Features
Living the Herc life
By FLGOFF Eamon Hamilton

Volume 49, No. 02, February 22, 2007
 
HERC MEMORIES: Former 36SQN members reunite by the doorway of a C-130J at RAAF Base Richmond. From left, John ‘Dinger’ Bell, David Street (with log book), Toby Tobias and Harry Leslie.
Photo by LAC Ben Dempster
 
Inset: An A-model Hercules in the early 1960s.
Photo from the RAAF Image Gallery
Few people in today’s Air Force could imagine a world without the C-130.

Former 36SQN pilot David Street remembers when the Hercules was the latest word in airlift capability – he was one of the pilots who delivered the first C-130As to RAAF Base Richmond in December, 1958.

Last November, he returned to Richmond to farewell his former squadron’s 48-year association with the aircraft. 36SQN has since relocated to RAAF Base Amberley to operate the new C-17s.

In 1958, the 22-year-old FLGOFF Street was flying with various transport squadrons from RAAF Base Fairbairn. Much of that flying was undertaken on Dakotas with 38SQN, No. 34 (VIP) Flight and 36SQN. In July 1958, while with 36SQN, he was sent to America to become one of the Air Force’s first Hercules pilots.

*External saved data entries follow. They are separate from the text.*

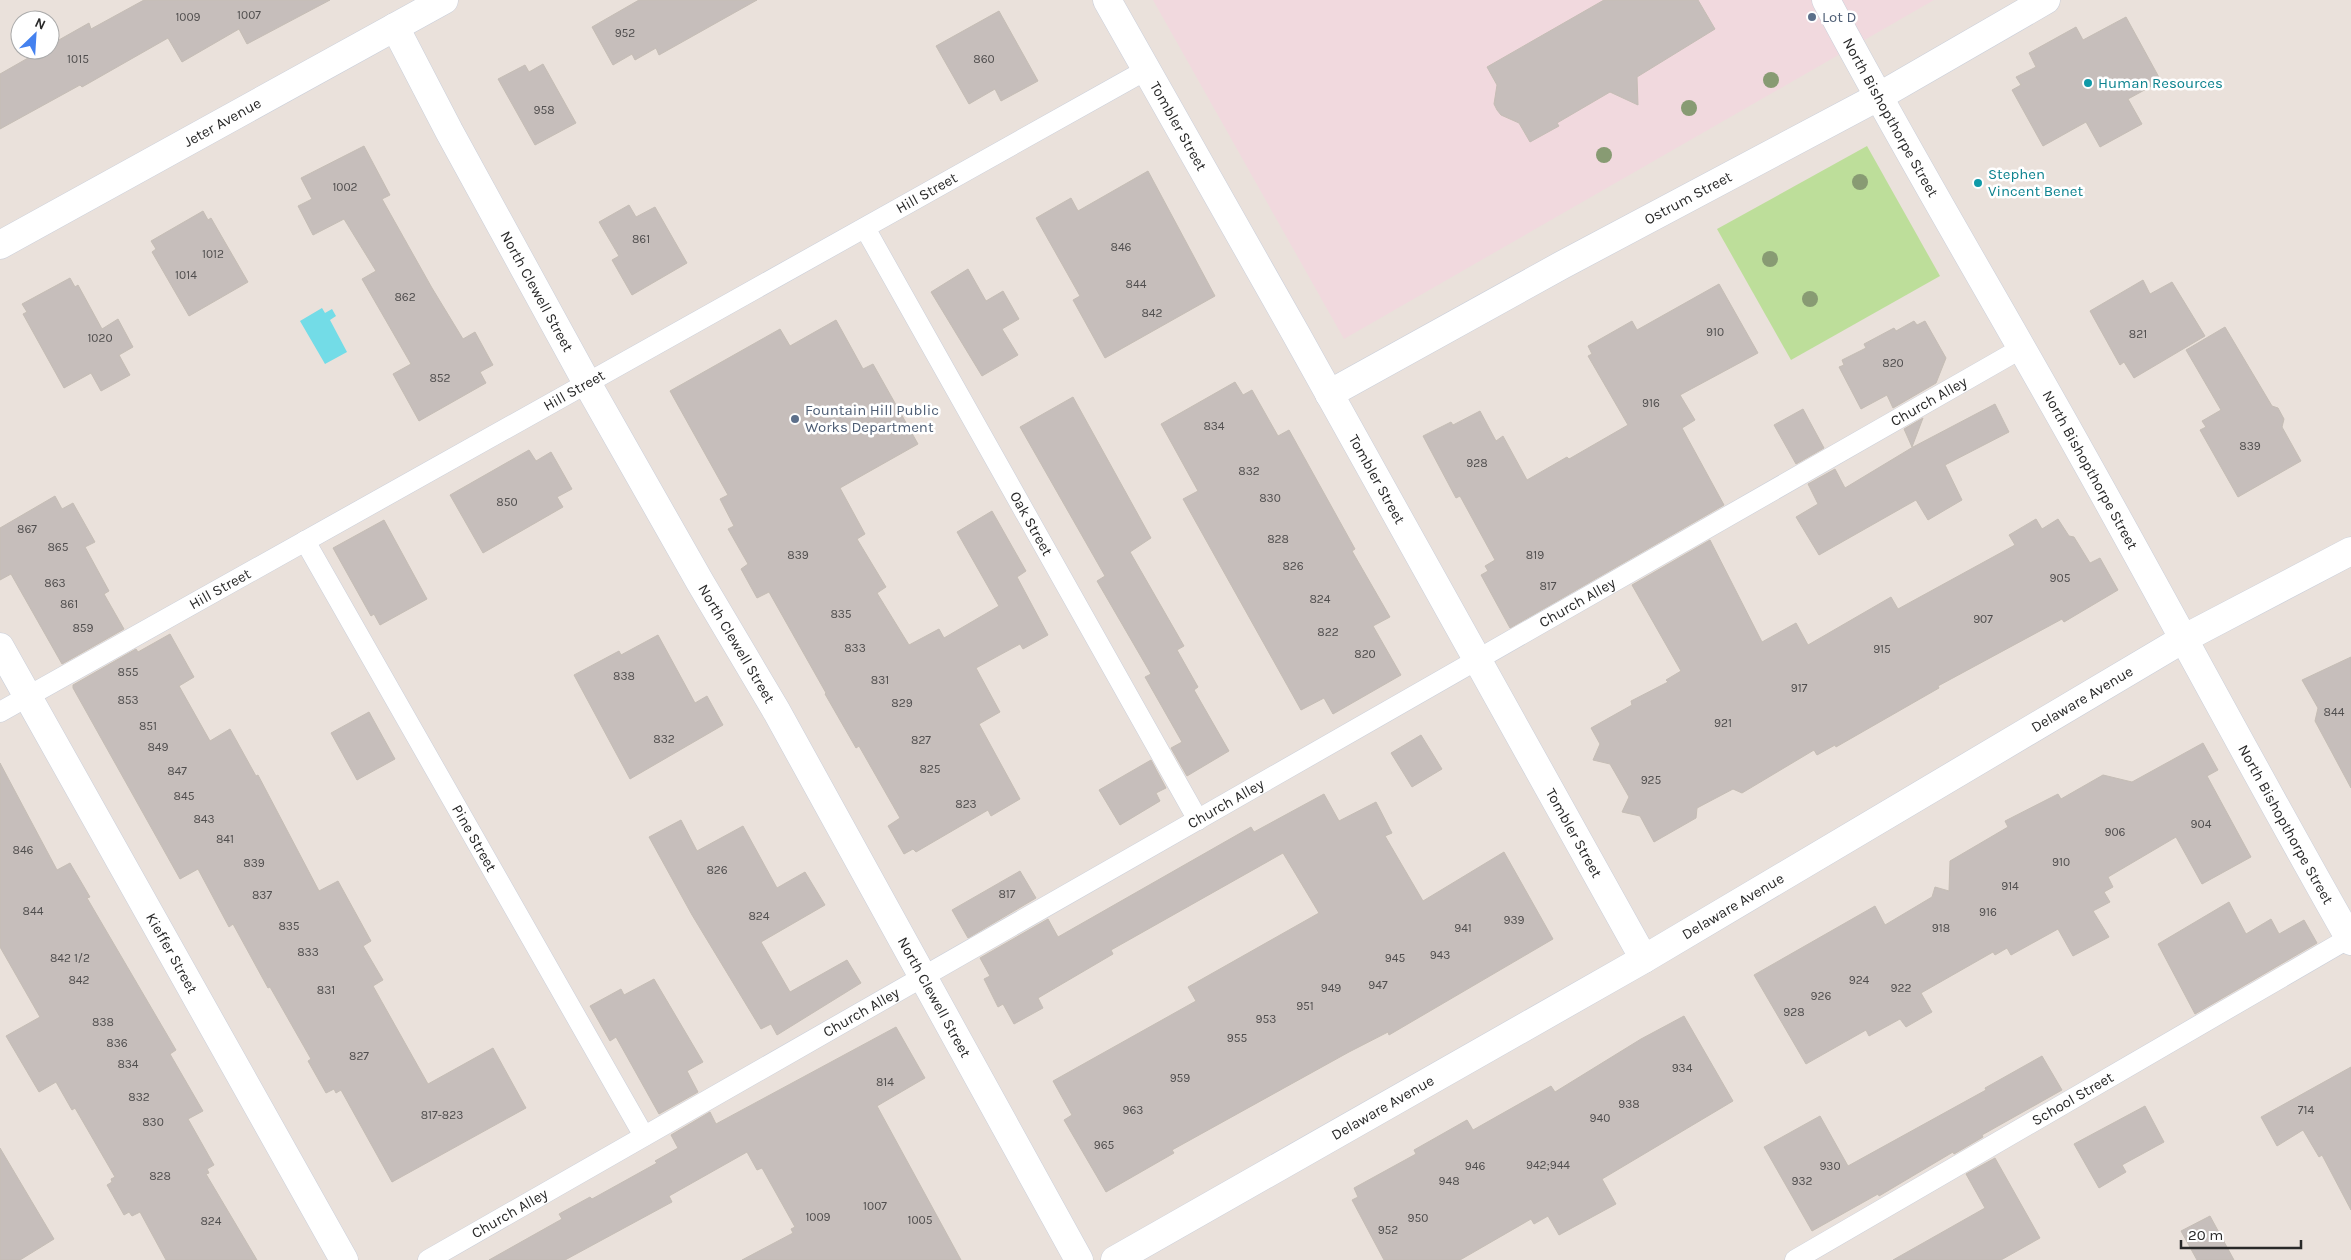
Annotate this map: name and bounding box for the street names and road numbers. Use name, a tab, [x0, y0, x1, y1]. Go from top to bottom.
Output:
street label: North Bishopthorpe Street	[1839, 35, 1942, 201]
street label: Tombler Street	[1146, 78, 1211, 174]
street label: Jeter Avenue	[181, 94, 264, 151]
street label: Ostrum Street	[1641, 167, 1735, 229]
street label: Hill Street	[893, 168, 961, 217]
street label: North Clewell Street	[496, 228, 577, 355]
street label: Hill Street	[540, 366, 608, 415]
street label: Church Alley	[1887, 372, 1970, 430]
street label: North Bishopthorpe Street	[2039, 387, 2142, 553]
street label: Tombler Street	[1345, 431, 1409, 527]
street label: Oak Street	[1006, 488, 1057, 559]
street label: Hill Street	[186, 564, 254, 613]
street label: Church Alley	[1536, 574, 1619, 631]
street label: North Clewell Street	[694, 581, 779, 707]
street label: Delaware Avenue	[2028, 662, 2136, 736]
street label: North Bishopthorpe Street	[2234, 742, 2337, 908]
street label: Church Alley	[1184, 775, 1267, 833]
street label: Tombler Street	[1542, 785, 1606, 881]
street label: Pine Street	[448, 801, 501, 875]
street label: Delaware Avenue	[1679, 869, 1787, 943]
street label: Kieffer Street	[142, 910, 202, 997]
street label: North Clewell Street	[894, 934, 975, 1061]
street label: Church Alley	[820, 983, 902, 1041]
street label: School Street	[2029, 1068, 2117, 1129]
street label: Delaware Avenue	[1328, 1071, 1437, 1144]
street label: Church Alley	[468, 1184, 551, 1242]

The order for Australia’s 12 A-model Hercules was a milestone for Lockheed. While the aircraft was in service with the US Air Force, the RAAF would become the first foreign air force to operate the aircraft.

Mr Street said that 12 Australian aircrews were sent to Sewart Air Force Base in Tennessee, USA. They arrived to find the base on high alert, with many Hercules away on deployment.

“When we arrived on the base, every aircraft was headed off to the Middle East,” he said.

There was an insurgency in Lebanon resulting in the US sending its Hercules there in a rapid deployment – and setting a common precedent for the type.

The business end of RAAF Hercules operations began in November 1958, when its first C-130As came on-line. On November 13, FLGOFF Street took his first flight in the Australian C-130 A97-205 as co-pilot for FLGOFF Stan Hyland. The first aircraft were officially handed over to the RAAF on December 5.

FLGOFF Street later flew sister-ship A97-209 on its ferry flight across the US to Australia.

The trans-Pacific trip took 38 hours’ flying time, spread over several days and four legs, and the first Hercules arrived in Australia in December. FLGOFF Street then returned to the US in January 1959 to bring back the remainder of the Australian Hercules, with a stopover in New York. They arrived without incident on March 3.

He says the northern winter provided “bad ferry months” for the Australian C-130As. The aircraft were originally purchased without external fuel tanks, and flights across the Pacific experienced fierce headwinds.

“We wanted for nothing,” Mr Street said of the delivery flights, “except for external tanks.”

The decision to add the fuel tanks came shortly after the C-130As brought the British Blue Streak missiles from Hatfield in England to Woomera in South Australia.

The C-130A represented a quantum leap in airlift capability over the venerable Dakota. It was capable of flying almost twice the speed of the Dakota, as well as being able to airlift vehicles and helicopters.

Mr Street says he retains a soft spot for the Hercules. “I’ve flown 17,500 hours, and the Hercules is one of the finest pilot’s aircraft I’ve flown,” he said.